Friday, June 29, 2012

Impending Emergency

Cancer patients end up in the Emergency Department.

Fact of life, can't be helped. Two big reasons:
  • Cancers are deadly and have a whole boatload of complications
  • Cancer treatments are deadly and have a whole boatload of complications
There's a little-mentioned third reason, though. It's called scheduling.

Cancer centers and hospitals stay booked solid. As mentioned here, a third to half of us will have cancer at some point in our lifetime. Expect that ratio to increase as average life expectancy does, and as treatments for heart disease get better. It's more of a question of when, not if.

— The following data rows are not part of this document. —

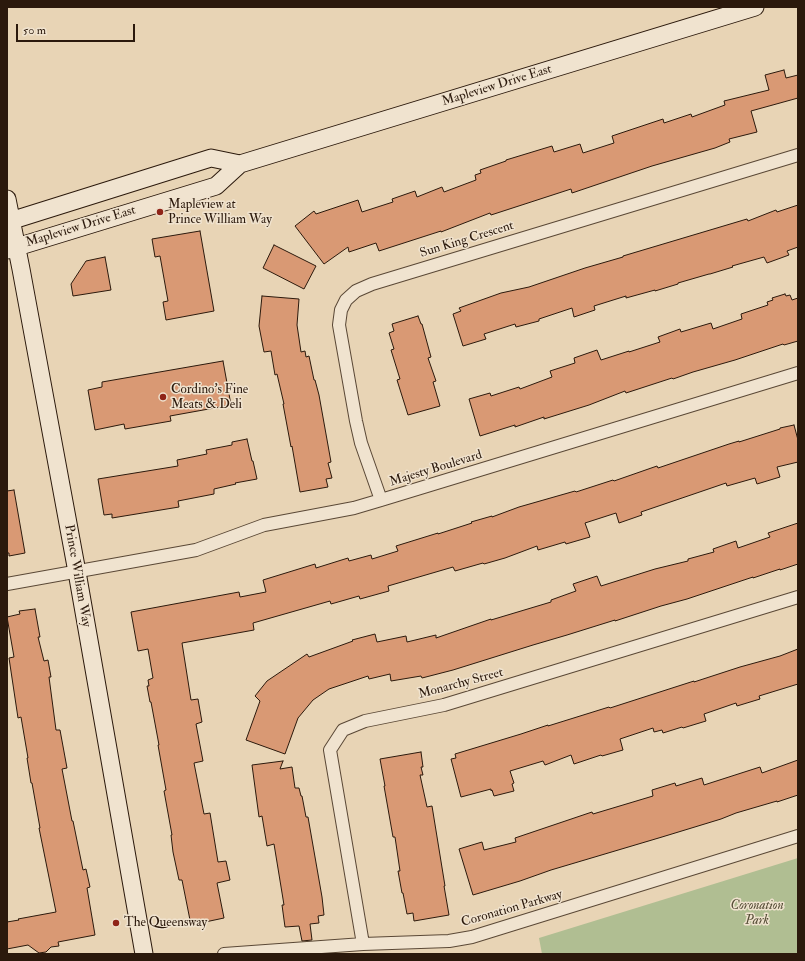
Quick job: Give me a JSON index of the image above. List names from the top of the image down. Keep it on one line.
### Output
{"streets":{"main road":["Mapleview Drive East","Prince William Way"],"street":["Sun King Crescent","Majesty Boulevard","Monarchy Street","Coronation Parkway"]},"crossings":[["Mapleview Drive East","Prince William Way"],["Sun King Crescent","Majesty Boulevard"],["Majesty Boulevard","Prince William Way"],["Monarchy Street","Coronation Parkway"]],"parks":["Coronation Park"],"places":["Mapleview at Prince William Way","Cordino's Fine Meats & Deli","The Queensway"],"scale_bar":"50 m"}
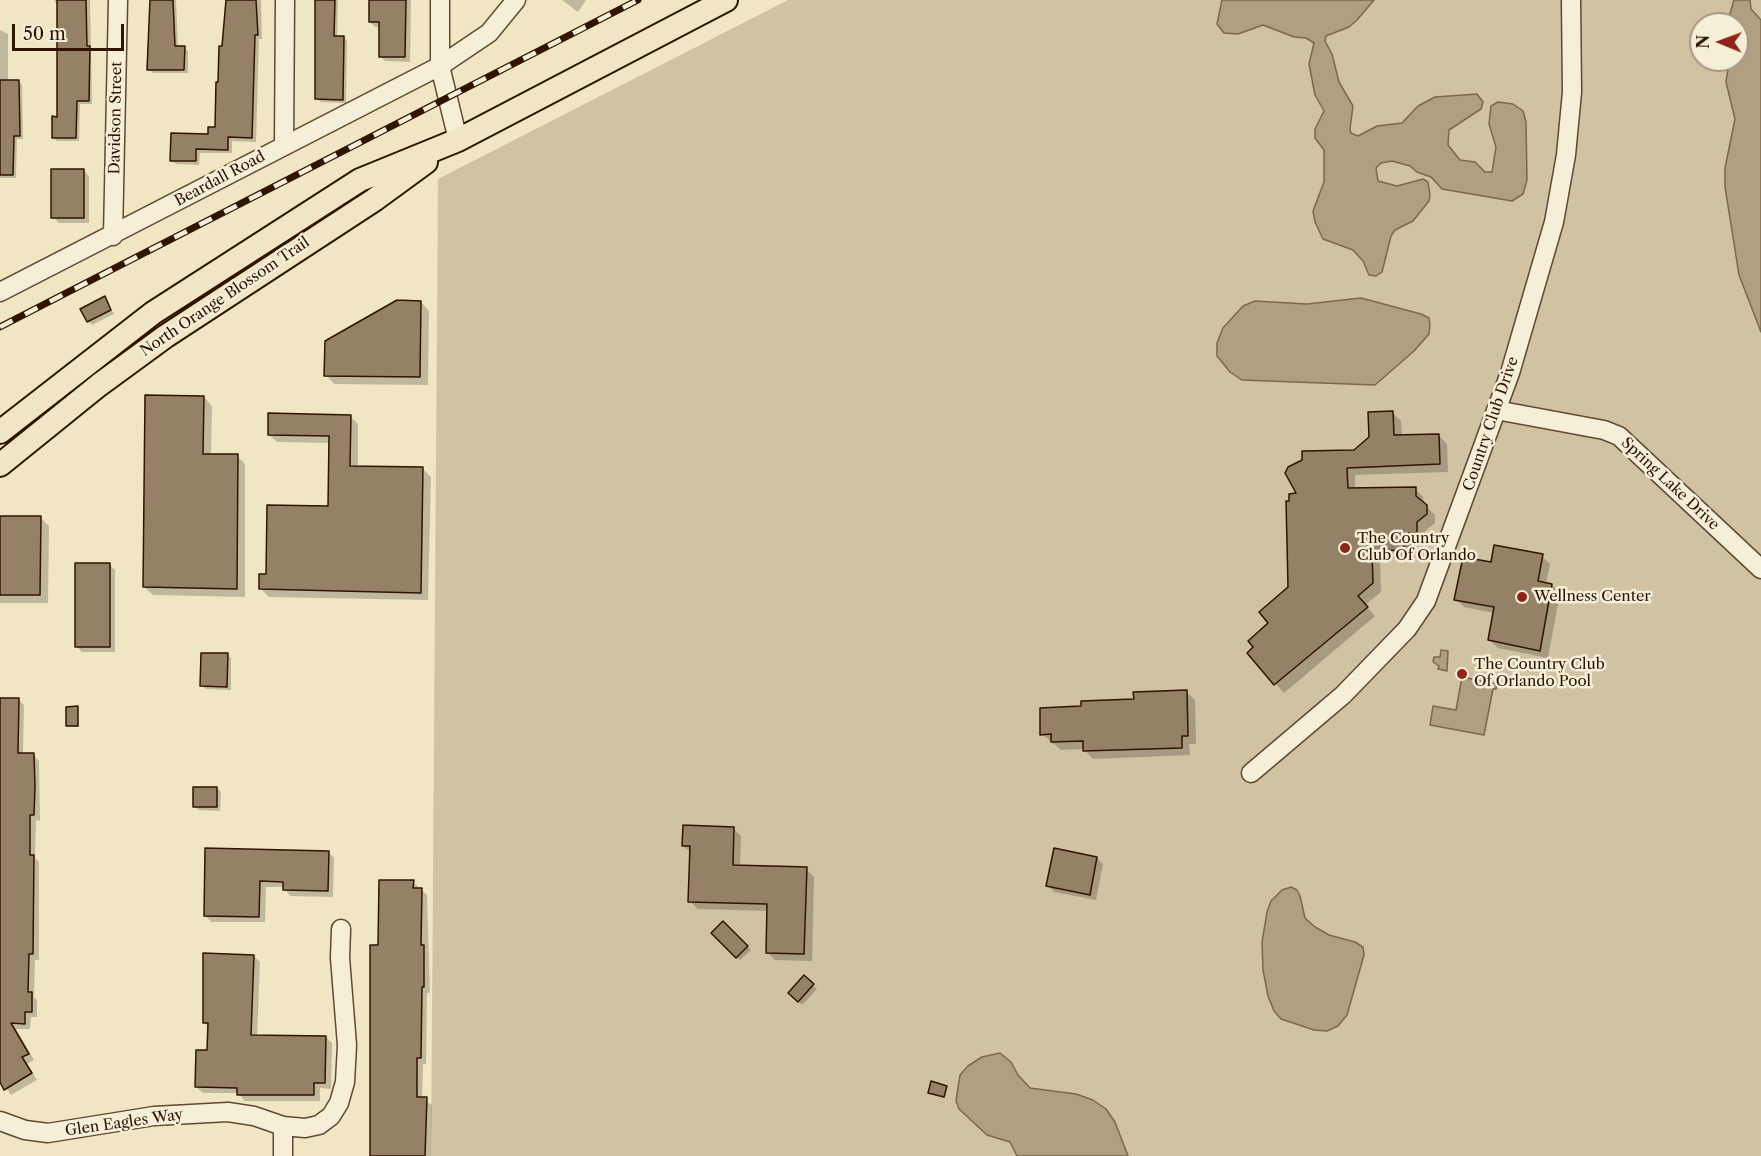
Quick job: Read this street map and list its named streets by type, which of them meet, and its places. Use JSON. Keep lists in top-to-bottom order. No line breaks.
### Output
{"streets":{"main road":["North Orange Blossom Trail"],"street":["Davidson Street","Beardall Road","Country Club Drive","Spring Lake Drive","Glen Eagles Way"]},"crossings":[["Davidson Street","Beardall Road"],["Country Club Drive","Spring Lake Drive"]],"places":["The Country Club Of Orlando","Wellness Center","The Country Club Of Orlando Pool"],"scale_bar":"50 m","north":"left"}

Since the infusion centers, CyberKnife centers, outpatient clinics, surgery departments, and interventional radiologists are usually packed full a couple of weeks out, a patient in need of attention must often be admitted to the hospital to get treatment if something urgent, but not necessarily an emergency comes up. The means of admission? A 4-12 hour stay in the ED ( Dr. WhiteCoat says, "Don’t call it the “emergency room” or the “ER” to my face, in the comments, or anywhere else. Period. It is the emergency department." )  is the point of entry for such things. Sometimes this is while they double check what has already been reported, and sometimes to try and figure out if something else is going on with the patient.



Say the patient has a history of cancer- or chemo-related anemia and their doctor or doctors are having them get CBCs on a weekly basis. They'll keep an eye on white and red blood cell counts as well as hemoglobin/hematocrit, in addition to other things. Red blood cells and hemoglobin are mostly about oxygen transport (the glowing E.T. finger sensor) and you'll usually want an SpO2 percentage over 92. The white blood cells and neutrophils are about the patient's ability to fight infection. Anyhow, if those numbers drop lower than they should, the patient will get scheduled for a transfusion (RBCs/hemoglobin) or a Neulasta injection (WBCs/Neutropenia). Usually they'll get scheduled a few days out, because cancer center scheduling revolves around uncertainty and missed appointments. Oncologists carry great weight and they can sometimes talk the nurse coordinators or clinical managers into wedging a patient into the schedule. This is why a patient must 1) be completely honest with their oncologist and 2) never, ever, ever be a no-show for an appointment at the clinic/hospital/infusion center, etc. (reschedule instead.) 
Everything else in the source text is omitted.